Do not let the Empathy persona explain mirror neurons. It is a badly overhyped neuro-myth: the mechanism is real, but “we empathize because of mirror neurons” is a pop misreading. If the voice lectures about it, it gives itself away.

Or this, about the Electrochemistry voice:

It is built on “dopamine equals pleasure,” but Berridge’s work separates wanting from liking, and dopamine is mostly about wanting. The good news is that the game defines it as “the whisper of desire the instant it happens,” which accidentally lands right on wanting. Lean into that and the voice gets sharper.

That is not information you can google your way to, it is judgment, a pair of eyes I do not have. And the most beautiful part is that the two skills handed off to each other. The psychologist produced a set of “core cards,” one per persona, and wrote right at the top of the document that the downstream reader was the AI engineer. The psychologist diagnoses, the engineer writes the voice, and I was the person standing in the middle connecting them. I never became an expert in either thing. I learned to be the director.

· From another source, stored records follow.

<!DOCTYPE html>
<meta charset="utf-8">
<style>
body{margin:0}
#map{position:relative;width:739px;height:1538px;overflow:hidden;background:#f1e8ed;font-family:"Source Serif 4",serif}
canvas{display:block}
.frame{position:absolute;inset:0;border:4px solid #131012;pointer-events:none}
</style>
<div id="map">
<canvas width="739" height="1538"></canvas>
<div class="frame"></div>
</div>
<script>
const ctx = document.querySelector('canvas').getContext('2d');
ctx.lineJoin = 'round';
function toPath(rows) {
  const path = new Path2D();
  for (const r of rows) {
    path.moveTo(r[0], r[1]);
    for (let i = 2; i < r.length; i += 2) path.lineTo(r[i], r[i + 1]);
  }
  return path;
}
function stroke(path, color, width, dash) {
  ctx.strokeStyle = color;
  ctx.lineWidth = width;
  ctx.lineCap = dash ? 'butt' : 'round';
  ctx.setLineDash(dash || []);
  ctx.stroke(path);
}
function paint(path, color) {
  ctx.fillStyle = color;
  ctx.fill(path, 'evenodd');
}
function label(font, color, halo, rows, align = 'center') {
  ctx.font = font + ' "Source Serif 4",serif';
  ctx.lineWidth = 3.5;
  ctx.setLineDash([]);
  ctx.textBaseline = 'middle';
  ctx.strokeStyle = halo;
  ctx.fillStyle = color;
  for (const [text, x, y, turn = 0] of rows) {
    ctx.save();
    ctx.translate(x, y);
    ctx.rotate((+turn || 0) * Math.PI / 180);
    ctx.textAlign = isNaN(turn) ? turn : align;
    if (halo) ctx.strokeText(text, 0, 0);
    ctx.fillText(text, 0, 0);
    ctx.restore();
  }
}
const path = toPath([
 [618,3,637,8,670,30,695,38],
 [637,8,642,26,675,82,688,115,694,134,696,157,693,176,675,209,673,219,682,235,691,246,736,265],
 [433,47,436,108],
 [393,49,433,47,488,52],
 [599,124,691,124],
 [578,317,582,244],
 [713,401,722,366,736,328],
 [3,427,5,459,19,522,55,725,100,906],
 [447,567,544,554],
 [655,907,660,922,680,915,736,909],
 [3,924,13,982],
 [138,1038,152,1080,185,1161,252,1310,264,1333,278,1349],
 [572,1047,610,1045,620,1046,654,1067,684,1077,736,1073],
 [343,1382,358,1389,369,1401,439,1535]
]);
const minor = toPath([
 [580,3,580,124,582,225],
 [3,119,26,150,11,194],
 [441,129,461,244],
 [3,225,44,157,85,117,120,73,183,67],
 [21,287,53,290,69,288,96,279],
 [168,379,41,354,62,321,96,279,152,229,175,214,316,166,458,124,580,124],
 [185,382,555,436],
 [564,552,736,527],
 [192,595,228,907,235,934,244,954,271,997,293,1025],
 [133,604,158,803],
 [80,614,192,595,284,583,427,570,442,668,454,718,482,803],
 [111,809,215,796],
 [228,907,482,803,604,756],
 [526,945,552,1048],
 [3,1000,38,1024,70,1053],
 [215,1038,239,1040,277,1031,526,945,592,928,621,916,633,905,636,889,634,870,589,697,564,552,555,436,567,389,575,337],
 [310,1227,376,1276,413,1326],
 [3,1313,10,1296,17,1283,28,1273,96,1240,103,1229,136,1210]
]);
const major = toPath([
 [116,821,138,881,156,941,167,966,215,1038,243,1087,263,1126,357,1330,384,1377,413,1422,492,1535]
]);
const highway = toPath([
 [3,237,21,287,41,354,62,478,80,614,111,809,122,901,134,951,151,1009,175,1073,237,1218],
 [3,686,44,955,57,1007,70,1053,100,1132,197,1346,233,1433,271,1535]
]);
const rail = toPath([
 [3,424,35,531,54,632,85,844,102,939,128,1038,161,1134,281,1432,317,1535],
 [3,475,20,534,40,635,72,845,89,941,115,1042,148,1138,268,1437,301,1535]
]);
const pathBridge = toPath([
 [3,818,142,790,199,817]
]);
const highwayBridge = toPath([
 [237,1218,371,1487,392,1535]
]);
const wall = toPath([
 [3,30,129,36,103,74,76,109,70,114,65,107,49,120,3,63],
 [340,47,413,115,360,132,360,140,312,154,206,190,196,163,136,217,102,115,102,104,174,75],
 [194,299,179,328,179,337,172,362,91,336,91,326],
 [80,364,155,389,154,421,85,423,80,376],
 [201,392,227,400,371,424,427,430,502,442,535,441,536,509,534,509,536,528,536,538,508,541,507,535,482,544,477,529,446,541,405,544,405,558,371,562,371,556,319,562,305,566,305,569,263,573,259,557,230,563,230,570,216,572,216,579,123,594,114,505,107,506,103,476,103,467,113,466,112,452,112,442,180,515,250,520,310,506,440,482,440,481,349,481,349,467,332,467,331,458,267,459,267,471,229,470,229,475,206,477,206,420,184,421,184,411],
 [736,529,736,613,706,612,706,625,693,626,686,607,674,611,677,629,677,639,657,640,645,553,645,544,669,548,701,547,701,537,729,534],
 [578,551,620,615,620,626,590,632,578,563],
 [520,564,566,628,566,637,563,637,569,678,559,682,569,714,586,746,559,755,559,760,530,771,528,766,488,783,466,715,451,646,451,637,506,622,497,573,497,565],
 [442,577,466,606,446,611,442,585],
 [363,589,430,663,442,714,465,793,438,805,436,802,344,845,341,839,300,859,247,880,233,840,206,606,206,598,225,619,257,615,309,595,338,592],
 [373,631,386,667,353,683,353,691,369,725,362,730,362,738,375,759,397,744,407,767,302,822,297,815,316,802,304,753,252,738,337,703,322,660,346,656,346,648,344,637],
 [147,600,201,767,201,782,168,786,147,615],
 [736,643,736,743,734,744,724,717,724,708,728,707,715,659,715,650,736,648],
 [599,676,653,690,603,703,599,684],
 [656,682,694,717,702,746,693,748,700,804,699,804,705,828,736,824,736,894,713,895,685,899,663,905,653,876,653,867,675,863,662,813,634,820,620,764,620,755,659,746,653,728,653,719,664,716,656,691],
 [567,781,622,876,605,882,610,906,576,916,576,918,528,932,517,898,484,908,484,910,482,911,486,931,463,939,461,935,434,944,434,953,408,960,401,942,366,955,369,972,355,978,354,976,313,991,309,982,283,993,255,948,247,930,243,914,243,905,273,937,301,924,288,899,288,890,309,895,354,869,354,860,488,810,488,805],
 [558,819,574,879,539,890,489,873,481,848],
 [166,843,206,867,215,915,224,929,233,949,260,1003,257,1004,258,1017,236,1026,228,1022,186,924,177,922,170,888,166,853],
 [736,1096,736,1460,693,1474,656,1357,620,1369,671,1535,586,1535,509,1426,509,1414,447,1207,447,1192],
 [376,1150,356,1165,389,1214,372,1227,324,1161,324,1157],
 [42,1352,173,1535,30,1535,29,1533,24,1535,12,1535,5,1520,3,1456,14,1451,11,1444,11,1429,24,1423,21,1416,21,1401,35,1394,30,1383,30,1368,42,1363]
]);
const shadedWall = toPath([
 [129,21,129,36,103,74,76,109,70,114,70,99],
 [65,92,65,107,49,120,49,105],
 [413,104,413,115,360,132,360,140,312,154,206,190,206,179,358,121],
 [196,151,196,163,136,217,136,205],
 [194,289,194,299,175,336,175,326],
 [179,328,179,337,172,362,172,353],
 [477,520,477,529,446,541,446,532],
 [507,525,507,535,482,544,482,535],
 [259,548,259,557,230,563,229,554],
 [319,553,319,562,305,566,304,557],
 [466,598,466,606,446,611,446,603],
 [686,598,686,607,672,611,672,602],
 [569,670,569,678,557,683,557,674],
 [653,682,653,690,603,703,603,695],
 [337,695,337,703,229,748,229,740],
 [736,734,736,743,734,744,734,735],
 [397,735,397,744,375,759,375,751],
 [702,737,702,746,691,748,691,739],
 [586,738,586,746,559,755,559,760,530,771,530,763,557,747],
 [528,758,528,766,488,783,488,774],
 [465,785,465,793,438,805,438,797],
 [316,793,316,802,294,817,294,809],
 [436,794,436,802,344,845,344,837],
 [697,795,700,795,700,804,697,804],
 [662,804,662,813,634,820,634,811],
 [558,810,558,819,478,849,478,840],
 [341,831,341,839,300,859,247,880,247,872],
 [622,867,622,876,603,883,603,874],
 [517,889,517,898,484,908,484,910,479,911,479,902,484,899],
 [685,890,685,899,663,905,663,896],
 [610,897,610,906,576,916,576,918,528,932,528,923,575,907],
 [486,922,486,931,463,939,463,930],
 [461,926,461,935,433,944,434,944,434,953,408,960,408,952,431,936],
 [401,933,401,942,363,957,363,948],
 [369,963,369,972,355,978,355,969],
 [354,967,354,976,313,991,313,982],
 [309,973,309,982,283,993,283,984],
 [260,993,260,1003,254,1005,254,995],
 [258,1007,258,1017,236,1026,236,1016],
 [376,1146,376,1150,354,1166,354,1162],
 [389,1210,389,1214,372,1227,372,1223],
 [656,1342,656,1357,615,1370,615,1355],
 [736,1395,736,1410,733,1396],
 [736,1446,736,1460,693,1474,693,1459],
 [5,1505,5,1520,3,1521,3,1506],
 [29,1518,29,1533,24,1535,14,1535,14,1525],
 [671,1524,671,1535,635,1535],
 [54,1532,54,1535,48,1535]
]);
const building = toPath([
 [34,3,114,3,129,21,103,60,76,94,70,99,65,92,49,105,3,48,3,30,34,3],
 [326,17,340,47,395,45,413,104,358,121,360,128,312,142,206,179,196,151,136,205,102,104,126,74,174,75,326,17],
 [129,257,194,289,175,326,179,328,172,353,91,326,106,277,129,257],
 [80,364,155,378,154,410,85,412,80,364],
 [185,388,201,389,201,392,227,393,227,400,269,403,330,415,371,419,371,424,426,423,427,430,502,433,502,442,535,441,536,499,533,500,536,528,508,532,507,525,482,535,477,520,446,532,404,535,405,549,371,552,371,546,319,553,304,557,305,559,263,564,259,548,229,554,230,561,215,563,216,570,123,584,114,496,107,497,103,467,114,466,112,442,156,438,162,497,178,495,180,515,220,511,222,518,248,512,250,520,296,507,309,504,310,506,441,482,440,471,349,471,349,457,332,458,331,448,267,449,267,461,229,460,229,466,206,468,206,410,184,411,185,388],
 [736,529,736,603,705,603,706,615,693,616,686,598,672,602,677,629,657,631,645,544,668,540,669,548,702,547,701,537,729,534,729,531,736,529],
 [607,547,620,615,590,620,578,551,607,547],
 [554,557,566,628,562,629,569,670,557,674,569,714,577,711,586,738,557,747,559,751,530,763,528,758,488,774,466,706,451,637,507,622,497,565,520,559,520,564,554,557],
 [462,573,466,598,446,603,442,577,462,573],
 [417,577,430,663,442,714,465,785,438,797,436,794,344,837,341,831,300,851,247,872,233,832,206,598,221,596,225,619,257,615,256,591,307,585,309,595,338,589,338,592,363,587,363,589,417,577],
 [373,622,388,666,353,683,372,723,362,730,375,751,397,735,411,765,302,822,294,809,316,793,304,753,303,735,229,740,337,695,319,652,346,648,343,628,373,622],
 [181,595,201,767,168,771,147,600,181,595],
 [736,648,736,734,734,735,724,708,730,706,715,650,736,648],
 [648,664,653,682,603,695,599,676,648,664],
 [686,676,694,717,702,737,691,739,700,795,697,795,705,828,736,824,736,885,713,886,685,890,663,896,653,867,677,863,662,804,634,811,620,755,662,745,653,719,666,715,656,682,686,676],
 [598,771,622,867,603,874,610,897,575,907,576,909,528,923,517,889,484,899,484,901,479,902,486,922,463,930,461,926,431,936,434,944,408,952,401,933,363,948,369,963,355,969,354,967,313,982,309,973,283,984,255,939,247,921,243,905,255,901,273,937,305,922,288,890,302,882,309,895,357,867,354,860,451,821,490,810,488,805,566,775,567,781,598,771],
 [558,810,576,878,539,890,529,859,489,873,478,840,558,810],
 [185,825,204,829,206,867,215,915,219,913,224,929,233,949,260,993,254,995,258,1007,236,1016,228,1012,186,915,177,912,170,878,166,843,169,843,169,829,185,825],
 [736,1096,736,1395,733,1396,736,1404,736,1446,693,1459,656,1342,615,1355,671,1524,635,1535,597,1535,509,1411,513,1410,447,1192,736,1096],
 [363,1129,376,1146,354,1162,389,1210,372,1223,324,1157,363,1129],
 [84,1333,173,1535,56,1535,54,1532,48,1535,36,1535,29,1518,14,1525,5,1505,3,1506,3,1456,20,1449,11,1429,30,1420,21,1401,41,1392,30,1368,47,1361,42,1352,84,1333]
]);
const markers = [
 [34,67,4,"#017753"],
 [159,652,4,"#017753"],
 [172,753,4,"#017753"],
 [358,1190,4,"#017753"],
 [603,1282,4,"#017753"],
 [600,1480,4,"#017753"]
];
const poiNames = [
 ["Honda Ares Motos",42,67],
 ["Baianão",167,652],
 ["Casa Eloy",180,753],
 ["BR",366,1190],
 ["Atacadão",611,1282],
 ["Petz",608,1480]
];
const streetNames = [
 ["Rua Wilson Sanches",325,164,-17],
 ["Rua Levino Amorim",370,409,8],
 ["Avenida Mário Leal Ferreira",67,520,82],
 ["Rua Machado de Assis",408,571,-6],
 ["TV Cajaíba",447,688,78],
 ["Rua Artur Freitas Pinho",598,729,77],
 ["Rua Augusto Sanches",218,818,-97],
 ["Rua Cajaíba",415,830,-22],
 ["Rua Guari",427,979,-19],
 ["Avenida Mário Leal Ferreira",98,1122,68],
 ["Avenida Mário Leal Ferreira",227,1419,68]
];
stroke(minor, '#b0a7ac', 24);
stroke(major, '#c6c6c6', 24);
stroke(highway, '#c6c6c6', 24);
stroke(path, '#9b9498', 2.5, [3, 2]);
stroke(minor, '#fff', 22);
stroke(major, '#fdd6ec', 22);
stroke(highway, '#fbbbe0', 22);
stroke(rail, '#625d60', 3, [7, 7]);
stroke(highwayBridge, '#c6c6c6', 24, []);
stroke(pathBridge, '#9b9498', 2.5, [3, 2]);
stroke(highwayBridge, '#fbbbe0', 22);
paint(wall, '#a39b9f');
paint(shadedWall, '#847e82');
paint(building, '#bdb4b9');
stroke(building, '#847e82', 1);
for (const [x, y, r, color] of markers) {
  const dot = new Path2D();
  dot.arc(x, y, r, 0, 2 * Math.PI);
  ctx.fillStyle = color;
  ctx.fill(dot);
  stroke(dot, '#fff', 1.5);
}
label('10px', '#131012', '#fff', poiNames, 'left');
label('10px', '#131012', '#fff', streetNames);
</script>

Everywhere, the same problem of drawing lines

Here is what surprised me most. When I actually read that psychologist’s document, half of it was not describing personas at all, it was warning about collisions. Inland Empire and Logic kept hogging every photo. The four social voices, Empathy, Authority, Composure, and Drama, all wanted to read the same faces and kept collapsing into the same flavor of “reads emotion.” So the document spends its energy sharpening borders. Empathy asks how they feel, Authority asks who is dominating whom, Composure asks who is keeping up a front and who is cracking, Drama asks whether any of this is even real. Same photo, four different questions.

That is a casting problem, and it is exactly the same problem I had everywhere else. In the app, it was making 17 voices coexist without one drowning out the others. In the model calls, it was deciding which voice speaks, in what order, and on what context, so the relay feels like a conversation instead of one model rambling. A director call picks who, a fixed order decides when, and the frontend stitches the prior lines into what each one sees. In my own workflow, it was knowing when to summon the psychologist versus the engineer, and not letting one do the other’s job.

Directing game personas, orchestrating model calls, orchestrating Claude skills, the hard part is never the talent, it is always drawing the lines. Who speaks, when, and about what. Keeping each of those decisions somewhere I can read, test, and reason about, instead of somewhere a black box runs off with them.

The viewfinder, again

I set out to build a viewfinder, and what I did not notice until the end is that building it was itself an act of framing. You face a single frame and you decide who to call into it. I never became a model expert and I never became a psychologist. What I actually learned is the smaller, stranger skill underneath both, knowing when to summon whom, whether it is the 17 voices inside a photo or the two skills I called into my own head to make them.

Which, funnily enough, lands me right back where I started. The thing I loved in Life is Strange was the anticipation, pointing Max at something and wondering what she would say next. Somewhere along the way I stopped being the one who waits for the voices. I became the one who presses the shutter and lets them in.